Die maltesische Infinitum Ltd., die in den Paradise Papers auftauchte, hält 1,0 Prozent. Sie ist verbunden mit Christian Angermayers Family Office Apeiron Investment Group, auf die 2,8 Prozent fallen. Angermayer und Schütz kennen sich gut, sie hatten in der Vergangenheit geschäftlich auch mit dem neuen Arbeitgeber von Sebastian Kurz, Investor Peter Thiel, zu tun.
Geschäftsbeziehung mit Außenministerium beendet
In Wien firmiert die Cyan-Tochter Cyan Networks. Die war von 2009 bis 2021 im österreichische Außenministerium für einen Teil der Cybersicherheit zuständig, wie ZackZack aufdeckte. Ein Vertreter des Konzerns erklärte zum damaligen Zeitpunkt gegenüber ZackZack, es habe keine Ausschreibung für den Staatsauftrag gegeben, „da das Auftragsvolumen unterhalb der Ausschreibungsgrenzen“ gelegen habe. Und weiter: „Vom BMEIA wurde unser secure web gateway für die Botschaftsstandorte bezogen“. Das ist mit Ende letzten Jahres Geschichte.

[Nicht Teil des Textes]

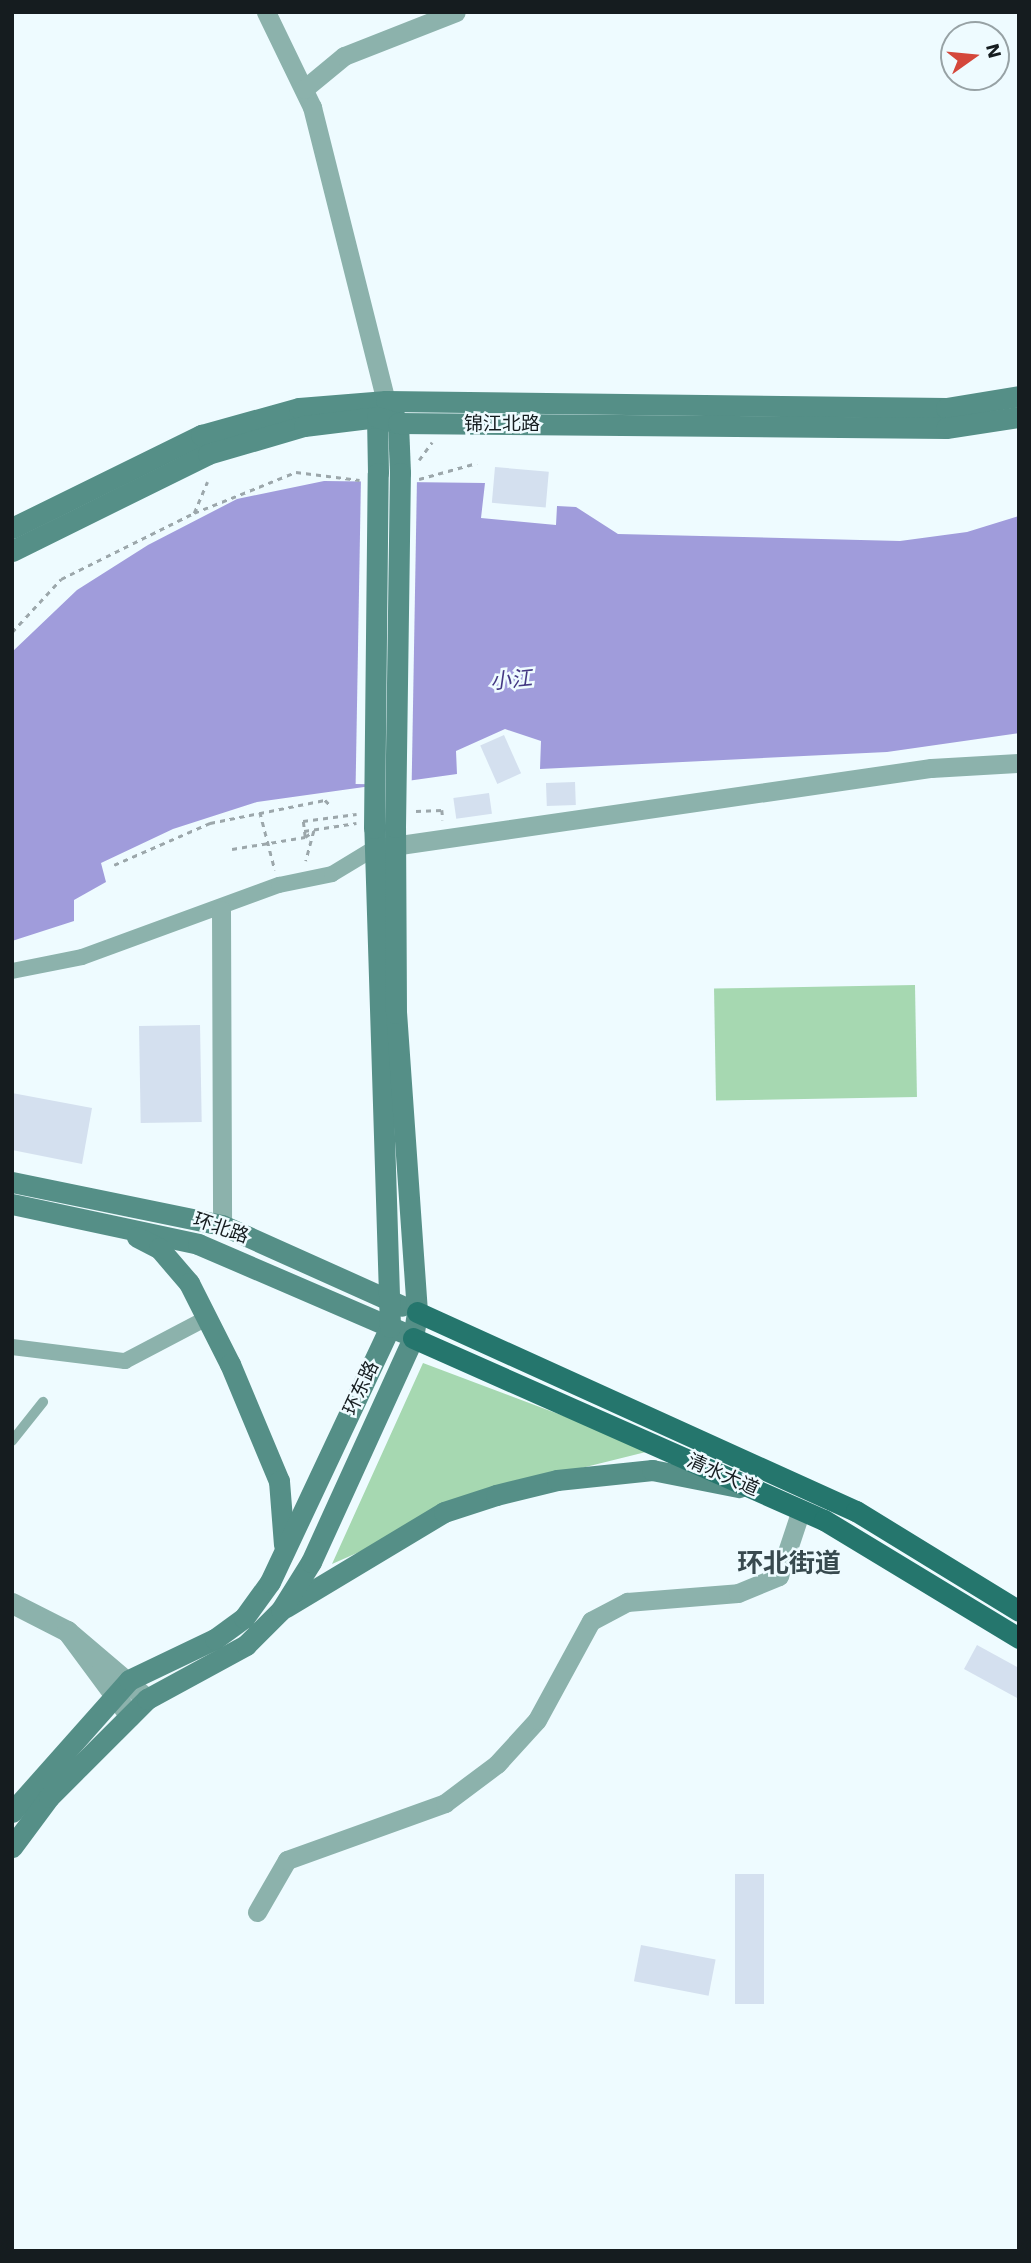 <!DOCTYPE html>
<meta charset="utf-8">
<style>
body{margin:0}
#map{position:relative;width:1031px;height:2263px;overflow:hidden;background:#eefbff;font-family:"Work Sans","Noto Sans SC",sans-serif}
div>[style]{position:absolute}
.green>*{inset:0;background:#a6d8b1;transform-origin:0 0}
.water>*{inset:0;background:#a09cdb}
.pier>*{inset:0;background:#eefbff;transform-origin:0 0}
.building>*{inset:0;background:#d4e0ef;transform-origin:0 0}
.path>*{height:2.5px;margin-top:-1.25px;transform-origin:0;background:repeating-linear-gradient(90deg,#9ca7ab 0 5px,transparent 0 10px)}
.service>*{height:10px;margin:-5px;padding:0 5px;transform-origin:5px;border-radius:5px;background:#8cb2ac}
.pedestrian>*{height:16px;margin:-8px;padding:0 8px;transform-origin:8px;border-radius:8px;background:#8cb2ac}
.minor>*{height:19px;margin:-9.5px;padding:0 9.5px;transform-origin:9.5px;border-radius:9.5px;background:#8cb2ac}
.tertiary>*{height:21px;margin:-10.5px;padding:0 10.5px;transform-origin:10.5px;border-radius:10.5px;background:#8cb2ac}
.secondary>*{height:21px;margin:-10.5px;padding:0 10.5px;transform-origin:10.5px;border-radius:10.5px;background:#558f87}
.primary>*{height:21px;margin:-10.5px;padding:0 10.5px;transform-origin:10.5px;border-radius:10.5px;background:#25766d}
.secondary-bridge>*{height:21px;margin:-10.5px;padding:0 10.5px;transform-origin:10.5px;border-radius:10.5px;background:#558f87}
span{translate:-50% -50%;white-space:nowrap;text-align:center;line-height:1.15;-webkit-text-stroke:5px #eefbff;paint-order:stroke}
.street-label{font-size:19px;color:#151c1f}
.water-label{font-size:21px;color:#443883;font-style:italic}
.district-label{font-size:26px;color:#384a4f;font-weight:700}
.frame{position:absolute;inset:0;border:14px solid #151c1f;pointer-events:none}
.north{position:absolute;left:940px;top:21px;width:70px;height:70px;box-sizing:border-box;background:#eefbff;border:2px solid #97a2a5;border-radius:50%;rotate:75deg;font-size:19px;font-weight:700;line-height:28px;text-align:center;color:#151c1f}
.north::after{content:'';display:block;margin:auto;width:24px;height:32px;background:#d4473b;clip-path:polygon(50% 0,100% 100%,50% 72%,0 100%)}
</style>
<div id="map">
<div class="green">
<i style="left:915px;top:985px;width:112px;height:201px;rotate:89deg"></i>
<i style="clip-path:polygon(423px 1363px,654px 1450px,509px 1486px,332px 1564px)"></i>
</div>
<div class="water">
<i style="clip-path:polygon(324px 481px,485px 483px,481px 518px,556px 525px,557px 506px,576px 507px,618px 534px,900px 541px,967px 532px,1019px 516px,1019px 733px,887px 752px,540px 769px,541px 741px,505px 729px,456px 751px,457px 774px,257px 802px,173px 829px,101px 863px,106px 882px,74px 900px,74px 921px,12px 941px,12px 652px,77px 590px,148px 545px,237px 499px)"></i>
</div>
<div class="pier">
<i style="left:417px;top:477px;width:308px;height:56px;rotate:91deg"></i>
</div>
<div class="building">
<i style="left:495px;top:467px;width:54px;height:36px;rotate:5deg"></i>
<i style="left:504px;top:735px;width:42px;height:26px;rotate:66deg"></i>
<i style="left:575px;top:782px;width:23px;height:29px;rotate:88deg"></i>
<i style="left:489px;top:793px;width:21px;height:36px;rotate:82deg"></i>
<i style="left:200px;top:1025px;width:97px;height:61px;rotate:89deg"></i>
<i style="clip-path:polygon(12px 1093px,92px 1108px,82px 1164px,12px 1150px)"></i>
<i style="clip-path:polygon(977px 1645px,1019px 1668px,1019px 1699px,964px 1669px)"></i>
<i style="left:735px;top:1874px;width:29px;height:130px"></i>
<i style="left:641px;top:1945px;width:76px;height:37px;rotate:11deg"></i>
</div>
<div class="path">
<i style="left:419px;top:460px;width:22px;rotate:-54deg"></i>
<i style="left:419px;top:479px;width:60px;rotate:-15.4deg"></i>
<i style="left:194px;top:513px;width:34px;rotate:-67deg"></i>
<i style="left:12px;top:632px;width:72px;rotate:-47.2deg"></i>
<i style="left:61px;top:579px;width:148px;rotate:-26.4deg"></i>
<i style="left:194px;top:513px;width:110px;rotate:-21.9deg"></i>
<i style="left:296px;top:472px;width:64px;rotate:7.1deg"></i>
<i style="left:416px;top:811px;width:26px;rotate:-2deg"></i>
<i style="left:442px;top:810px;width:10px;rotate:84deg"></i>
<i style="left:260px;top:812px;width:60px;rotate:75.5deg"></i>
<i style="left:304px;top:831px;width:53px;rotate:-8.7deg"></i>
<i style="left:305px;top:837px;width:11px;rotate:-34deg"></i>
<i style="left:314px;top:831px;width:31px;rotate:105deg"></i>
<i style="left:232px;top:849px;width:74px;rotate:-9.3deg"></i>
<i style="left:305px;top:837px;width:16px;rotate:-97deg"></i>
<i style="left:303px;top:821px;width:54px;rotate:-7.4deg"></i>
<i style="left:114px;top:865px;width:105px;rotate:-23.6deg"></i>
<i style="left:210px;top:823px;width:117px;rotate:-11.3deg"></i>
<i style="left:325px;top:800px;width:8px;rotate:45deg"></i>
</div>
<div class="service">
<i style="left:12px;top:1441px;width:50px;rotate:-51.5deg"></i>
</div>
<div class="pedestrian">
<i style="left:12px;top:971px;width:71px;rotate:-11.3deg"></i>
<i style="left:82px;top:957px;width:210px;rotate:-20.1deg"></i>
<i style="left:279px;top:885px;width:54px;rotate:-11.7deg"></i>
<i style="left:332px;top:874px;width:50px;rotate:-31.2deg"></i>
<i style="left:12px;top:1347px;width:114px;rotate:7.1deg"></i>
<i style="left:125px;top:1361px;width:93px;rotate:-27.7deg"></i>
</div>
<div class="minor">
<i style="left:266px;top:12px;width:106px;rotate:64.2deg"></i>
<i style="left:312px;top:107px;width:303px;rotate:75.9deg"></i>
<i style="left:304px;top:89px;width:52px;rotate:-39.5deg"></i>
<i style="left:344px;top:56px;width:120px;rotate:-21.4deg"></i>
<i style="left:379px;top:848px;width:558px;rotate:-8.25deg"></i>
<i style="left:931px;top:768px;width:88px;rotate:-3.3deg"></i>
<i style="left:221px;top:910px;width:315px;rotate:89.8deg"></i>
<i style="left:257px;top:1912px;width:60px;rotate:-60deg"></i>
<i style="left:287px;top:1860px;width:168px;rotate:-19.8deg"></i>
<i style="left:445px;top:1803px;width:65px;rotate:-36.9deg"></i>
<i style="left:497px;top:1764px;width:59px;rotate:-47.7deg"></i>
<i style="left:537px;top:1720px;width:113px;rotate:-61.4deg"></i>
<i style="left:591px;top:1621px;width:41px;rotate:-27.8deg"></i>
<i style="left:627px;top:1602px;width:111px;rotate:-4.6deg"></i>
<i style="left:738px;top:1593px;width:44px;rotate:-22.5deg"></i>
<i style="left:779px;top:1576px;width:70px;rotate:-71.6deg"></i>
</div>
<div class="tertiary">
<i style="left:12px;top:1603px;width:62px;rotate:27deg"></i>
<i style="left:130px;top:1716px;width:106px;rotate:-126.5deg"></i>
<i style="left:67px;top:1631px;width:105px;rotate:40.4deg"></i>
</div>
<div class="secondary">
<i style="left:378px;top:473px;width:56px;rotate:-91deg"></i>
<i style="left:377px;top:417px;width:18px;rotate:-61deg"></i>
<i style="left:386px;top:401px;width:25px;rotate:61deg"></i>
<i style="left:398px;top:423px;width:50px;rotate:87.7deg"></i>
<i style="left:12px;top:528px;width:211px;rotate:-26.2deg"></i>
<i style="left:201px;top:435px;width:102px;rotate:-15.4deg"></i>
<i style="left:299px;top:408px;width:87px;rotate:-4.6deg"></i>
<i style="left:386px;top:401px;width:560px;rotate:0.72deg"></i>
<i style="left:946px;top:408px;width:74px;rotate:-9.3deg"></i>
<i style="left:12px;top:551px;width:219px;rotate:-26.3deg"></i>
<i style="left:208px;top:454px;width:100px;rotate:-16.3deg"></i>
<i style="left:304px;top:426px;width:74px;rotate:-7deg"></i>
<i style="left:377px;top:417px;width:22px;rotate:16deg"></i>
<i style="left:398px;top:423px;width:548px;rotate:0.52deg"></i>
<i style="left:946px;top:428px;width:74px;rotate:-8.6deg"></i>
<i style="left:12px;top:1182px;width:214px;rotate:11.6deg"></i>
<i style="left:222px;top:1225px;width:197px;rotate:24.2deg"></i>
<i style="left:12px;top:1204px;width:190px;rotate:12.1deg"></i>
<i style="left:198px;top:1244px;width:222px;rotate:23.3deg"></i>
<i style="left:137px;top:1237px;width:25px;rotate:27deg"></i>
<i style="left:159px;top:1248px;width:46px;rotate:49.4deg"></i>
<i style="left:189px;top:1283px;width:91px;rotate:63.2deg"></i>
<i style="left:230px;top:1364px;width:127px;rotate:67.3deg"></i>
<i style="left:279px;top:1481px;width:64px;rotate:85.5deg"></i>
<i style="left:286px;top:1607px;width:184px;rotate:-31deg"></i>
<i style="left:444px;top:1512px;width:55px;rotate:-18.1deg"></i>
<i style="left:496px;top:1495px;width:63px;rotate:-13.8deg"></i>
<i style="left:557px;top:1480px;width:96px;rotate:-6deg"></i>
<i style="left:652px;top:1470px;width:89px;rotate:11.1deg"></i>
<i style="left:12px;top:1812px;width:176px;rotate:-48.4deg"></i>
<i style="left:129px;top:1680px;width:95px;rotate:-25.5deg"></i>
<i style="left:215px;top:1639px;width:36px;rotate:-36deg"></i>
<i style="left:244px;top:1618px;width:44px;rotate:-54.2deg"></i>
<i style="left:270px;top:1582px;width:282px;rotate:-64.8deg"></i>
<i style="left:390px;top:1327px;width:499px;rotate:-91.8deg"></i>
<i style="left:12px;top:1847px;width:62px;rotate:-53.5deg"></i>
<i style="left:49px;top:1797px;width:139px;rotate:-45deg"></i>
<i style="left:147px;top:1699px;width:113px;rotate:-28.6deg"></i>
<i style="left:246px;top:1645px;width:49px;rotate:-45deg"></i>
<i style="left:281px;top:1610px;width:57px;rotate:-58deg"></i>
<i style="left:311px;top:1562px;width:246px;rotate:-65.5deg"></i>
<i style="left:413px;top:1338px;width:26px;rotate:-81deg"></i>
<i style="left:417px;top:1312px;width:300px;rotate:-94deg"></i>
<i style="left:396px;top:1013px;width:186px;rotate:-90.3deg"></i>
</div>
<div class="primary">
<i style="left:417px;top:1312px;width:482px;rotate:24.4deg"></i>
<i style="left:856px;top:1511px;width:191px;rotate:31.5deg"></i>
<i style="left:413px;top:1338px;width:449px;rotate:23.9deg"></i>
<i style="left:824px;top:1520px;width:228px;rotate:31.2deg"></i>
</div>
<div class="secondary-bridge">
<i style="left:395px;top:827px;width:354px;rotate:-89.2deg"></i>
<i style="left:374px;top:828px;width:355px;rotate:-89.4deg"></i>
</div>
<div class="street-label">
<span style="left:502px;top:424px">锦江北路</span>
<span style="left:221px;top:1228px;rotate:19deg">环北路</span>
<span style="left:361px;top:1388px;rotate:-65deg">环东路</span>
<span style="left:723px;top:1475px;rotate:24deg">清水大道</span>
</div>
<div class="water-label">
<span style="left:511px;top:680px;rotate:-6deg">小江</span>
</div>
<div class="district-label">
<span style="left:789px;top:1564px">环北街道</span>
</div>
<div class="frame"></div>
<div class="north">N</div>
</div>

Alexander Schütz bestätigte im ÖVP-U-Ausschuss das Auslaufen der Software und das Aufkündigen des Vertragsverhältnisses. Er dementierte vor den Abgeordneten, an der BMEIA-Beauftragung beteiligt gewesen zu sein.
Die Herausforderungen für den Konzern, der sich im Zuge der Wirecard-Erschütterungen neu aufstellen wollte, bleiben: der Kurs der Cyan-Aktie ist mit gegenwärtig knapp 3 Euro (6. Mai) ausbaufähig.